This world that God assembled outshines Ausable Chasm.
Wallace also said that it is more memorable than Watkins Glen. I leave that to Wallace. I have never been there. I believe the reason for the Chateaugay’s beauty is not only the height of its chasms, but also the power and majesty of its falls.
The water seems to shine silver and not the brown tannic water of other Adirondack rivers which have been steeped in hardwood leaves and pine needles.
I visited the Chateaugay before the “improvements” were made for the visitors. I was reborn, rejuvenated, reawakened and resolved to reevaluate my life. That is the kind of effect that the Chateaugay can have on a human.
I alluded, above, that there are multiple chasms on that river even though people and books speak of “The Chateaugay Chasm.” These chasms capture visitors within its walls before they know it. Sometimes for portions of a mile; and then, suddenly fall away. In other instances the chasm ends as the river tumbles over a waterfall.
The visitor must be either brave or foolhardy; both attributes are sometimes necessary to see the most beautiful parts of the chasm. The same is true for the precipices of the several falls and flumes. It is really difficult to find the words to describe the Chateaugay in its entirety. Wallace uses words to describe each section. He, like I, can’t seem to put it all together. Maybe a few renderings combined with words will be sufficient.

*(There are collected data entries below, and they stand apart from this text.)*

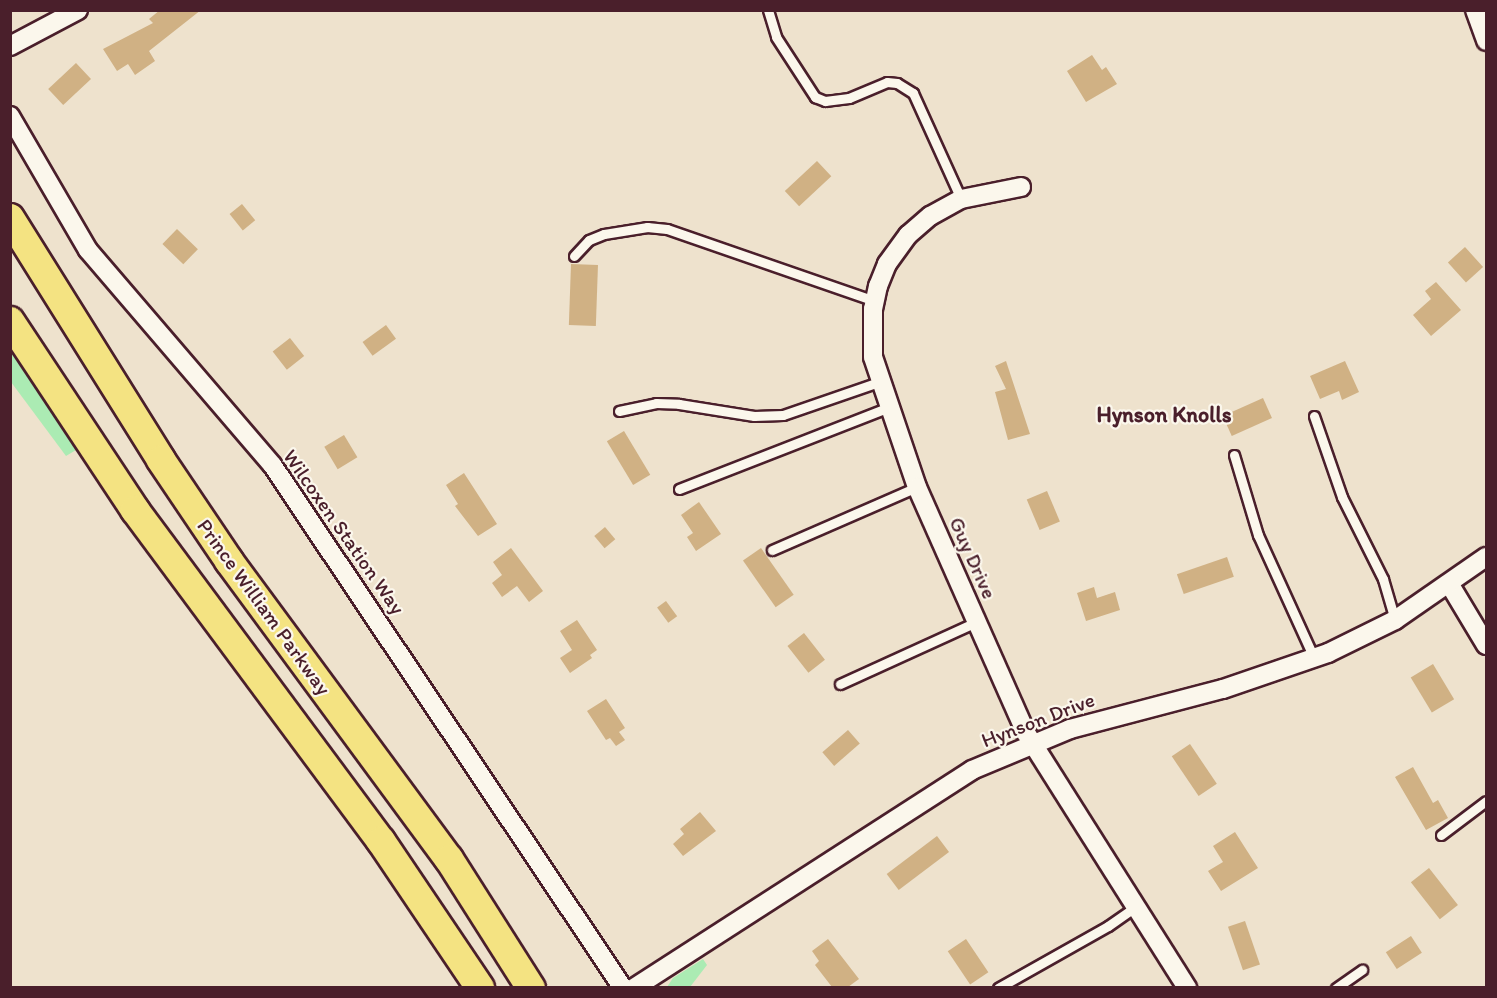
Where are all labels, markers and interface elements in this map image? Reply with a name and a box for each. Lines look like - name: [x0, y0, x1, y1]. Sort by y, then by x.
- district label: Hynson Knolls: [1096, 402, 1232, 428]
- street label: Wilcoxen Station Way: [278, 445, 410, 619]
- street label: Guy Drive: [944, 513, 1002, 603]
- street label: Prince William Parkway: [192, 514, 336, 700]
- street label: Hynson Drive: [978, 687, 1098, 753]

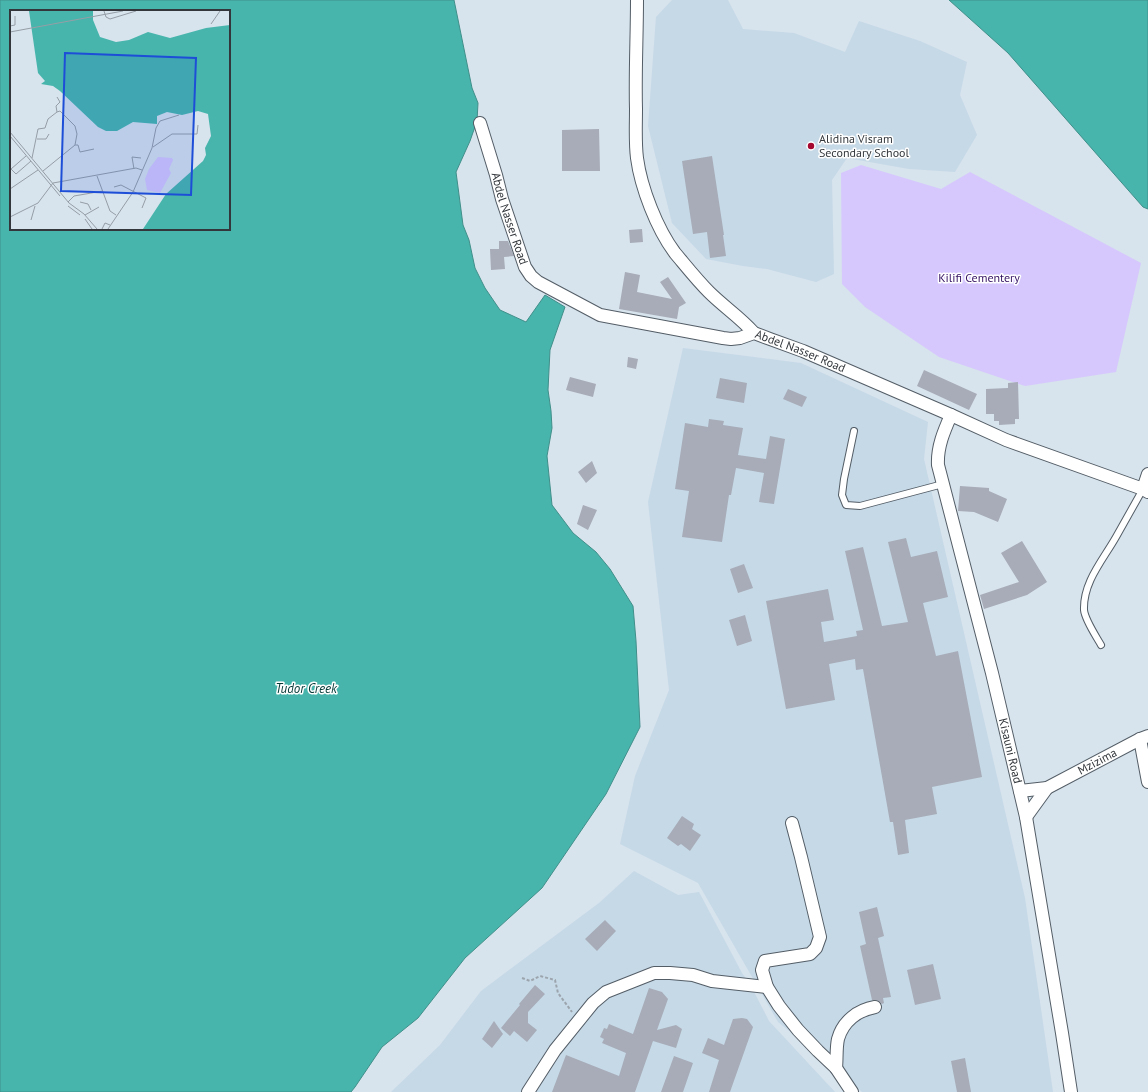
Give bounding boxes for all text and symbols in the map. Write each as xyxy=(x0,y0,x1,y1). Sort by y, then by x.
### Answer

But descriptions of the Chateaugay deserve better than simply being “sufficient.”
At the end of one chasm a waterfall storms toward the observer.
There is another place where the waterfalls roar for hundreds of feet only to meet an immediate right hand turn. This forces a mist to rise up to meet the visitor. The Chateaugay then sweeps around a tall stone island to form a whirlpool. Afterward, seemingly without warning, it tumbles downward once more.
Sight, sound and mist blend together to overtake the observer’s senses. Conversation must be shouted in order to reach over the din. It belittles man to be in the presence of such a majestic creation.
And a few places in the chasm are full of solitude.
But yet man has overcome the Chateaugay. The “Adirondack Trail” that follows eastward – – – stuck between the foothills of the mountains and the flats of the St. Lawrence River – – – this trail must cross the Chateaugay. Man has created a steep road downward that levels off before the river. It then continues on a twenty foot high berm made of rubble for another hundred or so feet. A key-stoned bridge crosses the Chateaugay at a stillwater. The road then climbs precipitously up the eastern side until it reaches a plateau. A driver must know his horses AND his hand-brake in order to make either descent or ascent.
And that is the end of my attempt to speak of the Chateaugay River and its chasms. I have failed. That is understandable. Even Wallace failed to describe this creation.
Possibly it should not be described in physical terms.
Spiritual terms may be more appropriate.